(WORK TASK)
Say how many lines in the material below contain the word "margin", giving the number alone.

..............................

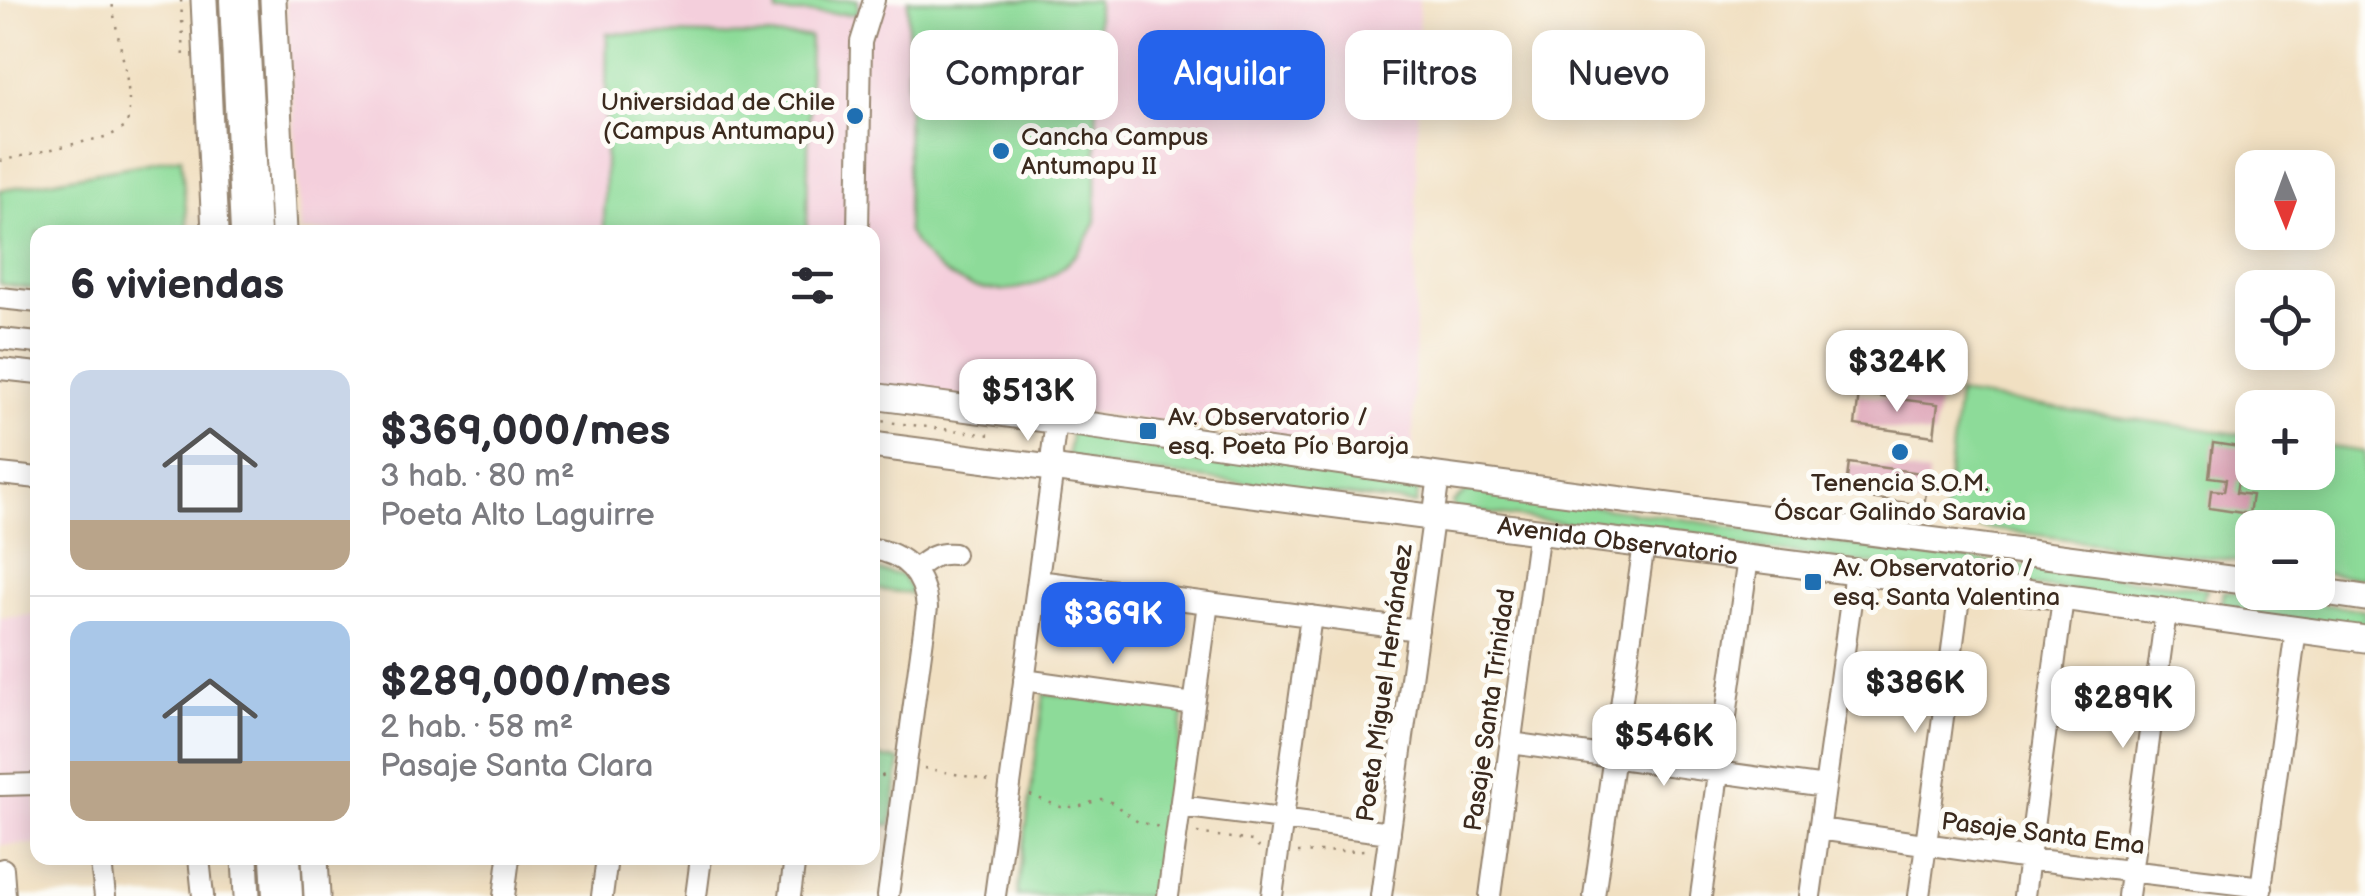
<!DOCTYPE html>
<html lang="es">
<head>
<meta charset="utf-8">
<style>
  :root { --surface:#fff; --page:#f2f2f3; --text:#2b2b33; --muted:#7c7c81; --line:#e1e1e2; --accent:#2563eb }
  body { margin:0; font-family:"Balsamiq Sans",sans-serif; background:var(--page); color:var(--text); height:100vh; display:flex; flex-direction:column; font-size:38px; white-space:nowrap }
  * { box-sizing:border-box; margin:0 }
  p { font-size:32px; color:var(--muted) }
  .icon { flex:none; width:55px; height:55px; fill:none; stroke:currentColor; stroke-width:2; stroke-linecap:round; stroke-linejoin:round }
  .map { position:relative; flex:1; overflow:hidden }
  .side { position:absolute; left:30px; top:225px; width:850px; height:640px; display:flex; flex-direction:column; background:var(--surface); border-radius:20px; box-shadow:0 5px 25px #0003 }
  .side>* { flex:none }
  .hud { position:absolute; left:910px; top:30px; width:950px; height:90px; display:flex; gap:20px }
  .needle { width:65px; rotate:179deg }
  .fabs { position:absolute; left:2235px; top:150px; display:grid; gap:20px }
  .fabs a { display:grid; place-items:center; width:100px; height:100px; border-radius:20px; background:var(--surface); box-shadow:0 5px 25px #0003; font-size:50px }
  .price { position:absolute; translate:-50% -85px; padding:0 22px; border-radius:20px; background:#fff; color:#222; font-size:32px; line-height:65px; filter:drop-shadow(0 2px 5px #0008) }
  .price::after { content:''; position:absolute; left:50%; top:60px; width:30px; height:22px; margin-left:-15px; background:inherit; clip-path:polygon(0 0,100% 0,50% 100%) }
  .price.active { background:var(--accent); color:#fff }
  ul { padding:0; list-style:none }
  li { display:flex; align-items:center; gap:30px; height:250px; padding:0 40px }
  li+li { border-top:2px solid var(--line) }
  li span { display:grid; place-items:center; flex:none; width:280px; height:200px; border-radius:20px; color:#555 }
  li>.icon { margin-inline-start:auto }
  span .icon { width:120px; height:120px; fill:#fffc; stroke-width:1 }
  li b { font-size:42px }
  h2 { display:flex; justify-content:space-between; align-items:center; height:120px; padding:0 40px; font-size:42px }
  .pill { padding:0 35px; border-radius:20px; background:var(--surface); box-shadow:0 5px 25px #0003; font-size:35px; line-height:90px }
  .pill.active { background:var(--accent); color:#fff }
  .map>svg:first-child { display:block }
</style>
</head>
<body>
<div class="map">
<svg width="2365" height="896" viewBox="0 0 2365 896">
  <rect width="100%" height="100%" fill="#fdfcf7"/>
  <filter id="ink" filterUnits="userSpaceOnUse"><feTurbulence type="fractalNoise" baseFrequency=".01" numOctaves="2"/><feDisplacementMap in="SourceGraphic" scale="20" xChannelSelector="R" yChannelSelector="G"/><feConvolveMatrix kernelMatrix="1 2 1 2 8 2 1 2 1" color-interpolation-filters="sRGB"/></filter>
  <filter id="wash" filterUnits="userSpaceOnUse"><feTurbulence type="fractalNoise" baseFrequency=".0048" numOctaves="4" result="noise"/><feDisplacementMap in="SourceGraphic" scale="40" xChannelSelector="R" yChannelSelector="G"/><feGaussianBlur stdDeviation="2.25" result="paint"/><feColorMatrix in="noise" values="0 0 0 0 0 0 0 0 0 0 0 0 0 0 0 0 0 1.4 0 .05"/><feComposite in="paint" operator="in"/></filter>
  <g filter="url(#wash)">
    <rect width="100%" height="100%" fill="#f1e0c2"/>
    <path fill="#f4cfdc" d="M286,0H1419L1413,454L873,385L872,232H301Z
      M37,615V844L0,845V618Z"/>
    <path fill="#8ddb99" stroke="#64825c" stroke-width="2.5" d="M776,0H858V14L777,13Z
      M908,0H1097L1096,221C1059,309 953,314 907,231Z
      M607,33L810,37L807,232H604Z
      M181,157L188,232H38L37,289L0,284V190Z
      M1958,394L2252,436V472H2318V445L2365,452V579L2318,572V528H2252V563L1943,523Z
      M1072,425L1422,474L1416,504L1067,462Z
      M1470,489L1683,519L1769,534L2208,589L2203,597L2205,609L1457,509L1452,503Z
      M872,570L901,575L914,594L873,589Z
      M2224,591L2365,610L2364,629L2221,611Z
      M1044,694L1184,709L1160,896H1017Z
      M873,756L900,760L891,825L873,822Z"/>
    <g id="blocks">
      <path fill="#dc9fb3" d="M1859,394L1938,404L1934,436L1855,425Z
        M2213,443L2252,449V472H2260L2259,482L2238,480L2236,493L2252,495L2249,514L2209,508L2211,490L2224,491L2226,479L2209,477Z
        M1849,463L1929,474L1924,505L1845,495Z"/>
    </g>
  </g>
  <g filter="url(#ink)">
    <use href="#blocks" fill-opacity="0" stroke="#968570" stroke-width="2.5"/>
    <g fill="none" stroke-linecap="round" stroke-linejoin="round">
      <defs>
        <path id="minor" d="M230,0L241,232
          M247,0L260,232
          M858,232L861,42L874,0
          M0,298L38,302
          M0,339L38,343
          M0,369L38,373
          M0,474L38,478
          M872,549C905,553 925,575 927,608L888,896
          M914,570C928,559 936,552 954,554
          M1038,581L1418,630
          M1024,680L1194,704
          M1511,743L1825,787
          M0,785L38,784
          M1180,806L1390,833
          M1819,829L2029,859L2262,887
          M199,858L203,896
          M271,858L273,896
          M290,858L292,896
          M101,863L105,896
          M3,869L5,896
          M504,896L509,858
          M602,896L607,858
          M696,896L701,858
          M790,896L795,858
          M995,896L1053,468L1052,453L1056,421
          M1168,896L1208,603
          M1272,896L1311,616
          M1381,896L1439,476
          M1490,896L1539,530
          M1594,896L1644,544
          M1701,896L1748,558
          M1810,896L1855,572
          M1919,896L1961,583
          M2024,896L2063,598
          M2128,896L2166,612
          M2260,896L2296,630"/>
        <g id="major">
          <path d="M204,0L215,232"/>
          <path d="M273,0L284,232"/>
          <path d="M872,396L1067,422L1439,476L2252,582"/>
          <path id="s1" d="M872,445L1855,572L1961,583L2365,639"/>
          <path d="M2318,591L2365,598"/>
          <path d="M245,858L247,896"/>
          <path d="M315,858L317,896"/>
        </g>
      </defs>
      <use href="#minor" stroke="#968570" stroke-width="24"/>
      <use href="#major" stroke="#968570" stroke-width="29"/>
      <path stroke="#968570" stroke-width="2.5" stroke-dasharray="2.5 8" stroke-linecap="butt" d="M181,0L184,58
        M0,161L109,136L126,127C137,94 115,36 112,0
        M872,420L991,435
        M924,768L990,781
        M872,781L884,775
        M1030,795L1061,807H1078L1101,799L1108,800L1138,822L1160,827
        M1197,833L1252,841L1260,849
        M1298,853L1365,850"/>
      <use href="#minor" stroke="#fff" stroke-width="20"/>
      <use href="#major" stroke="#fff" stroke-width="25"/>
    </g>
  </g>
  <g fill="#1f6fb2" stroke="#fdfcf7" stroke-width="4">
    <circle cx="855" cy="116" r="10"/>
    <circle cx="1001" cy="151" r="10"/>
    <rect x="1138" y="421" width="20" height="20" rx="5"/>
    <circle cx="1900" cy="452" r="10"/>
    <rect x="1803" y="572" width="20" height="20" rx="5"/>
  </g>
  <g text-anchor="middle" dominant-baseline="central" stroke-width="10" stroke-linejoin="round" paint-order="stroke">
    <g font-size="25" fill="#3b2a1e" stroke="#fdfcf7" text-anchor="start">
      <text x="835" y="102" text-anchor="end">Universidad de Chile<tspan x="835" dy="29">(Campus Antumapu)</tspan></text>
      <text x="1021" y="137">Cancha Campus<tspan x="1021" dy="29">Antumapu II</tspan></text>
      <text x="1168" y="417">Av. Observatorio /<tspan x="1168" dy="29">esq. Poeta Pío Baroja</tspan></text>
      <text x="1900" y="483" text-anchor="middle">Tenencia S.O.M.<tspan x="1900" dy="29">Óscar Galindo Saravia</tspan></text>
      <text x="1833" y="568">Av. Observatorio /<tspan x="1833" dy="29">esq. Santa Valentina</tspan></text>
    </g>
    <g font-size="25" fill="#3b2a1e" stroke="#fdfcf7">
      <text stroke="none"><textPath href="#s1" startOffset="752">Avenida Observatorio</textPath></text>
      <text transform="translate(1385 683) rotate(-82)">Poeta Miguel Hernández</text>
      <text transform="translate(1490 710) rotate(-82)">Pasaje Santa Trinidad</text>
      <text transform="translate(2043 834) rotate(7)">Pasaje Santa Ema</text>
    </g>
  </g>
</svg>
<div class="fabs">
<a><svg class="needle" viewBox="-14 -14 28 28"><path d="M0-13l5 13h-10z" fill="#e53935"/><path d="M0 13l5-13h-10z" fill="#7c7c81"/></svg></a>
<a><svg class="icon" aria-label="locate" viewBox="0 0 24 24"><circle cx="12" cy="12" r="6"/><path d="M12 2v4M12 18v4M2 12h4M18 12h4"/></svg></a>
<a>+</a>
<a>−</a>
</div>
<b class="price" style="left:1897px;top:415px">$324K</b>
<b class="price" style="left:1028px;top:444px">$513K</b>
<b class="price active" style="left:1113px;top:667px">$369K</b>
<b class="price" style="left:1915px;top:736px">$386K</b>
<b class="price" style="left:2123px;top:751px">$289K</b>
<b class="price" style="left:1664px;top:789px">$546K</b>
<div class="hud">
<a class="pill">Comprar</a>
<a class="pill active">Alquilar</a>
<a class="pill">Filtros</a>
<a class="pill">Nuevo</a>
</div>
<section class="side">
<h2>6 viviendas<svg class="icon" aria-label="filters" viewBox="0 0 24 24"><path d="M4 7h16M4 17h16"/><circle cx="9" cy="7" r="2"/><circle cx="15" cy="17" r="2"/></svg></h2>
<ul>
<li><span style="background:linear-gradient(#c9d6e8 75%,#b9a48a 0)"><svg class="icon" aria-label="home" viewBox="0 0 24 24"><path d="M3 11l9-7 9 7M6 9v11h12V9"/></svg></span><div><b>$369,000/mes</b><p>3 hab. · 80 m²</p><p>Poeta Alto Laguirre</p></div></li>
<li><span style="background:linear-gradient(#a9c7e8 70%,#b9a48a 0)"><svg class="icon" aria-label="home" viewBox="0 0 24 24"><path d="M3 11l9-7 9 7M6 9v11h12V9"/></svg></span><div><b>$289,000/mes</b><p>2 hab. · 58 m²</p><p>Pasaje Santa Clara</p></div></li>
</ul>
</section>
</div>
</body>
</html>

..............................

(TASK ANSWER)
4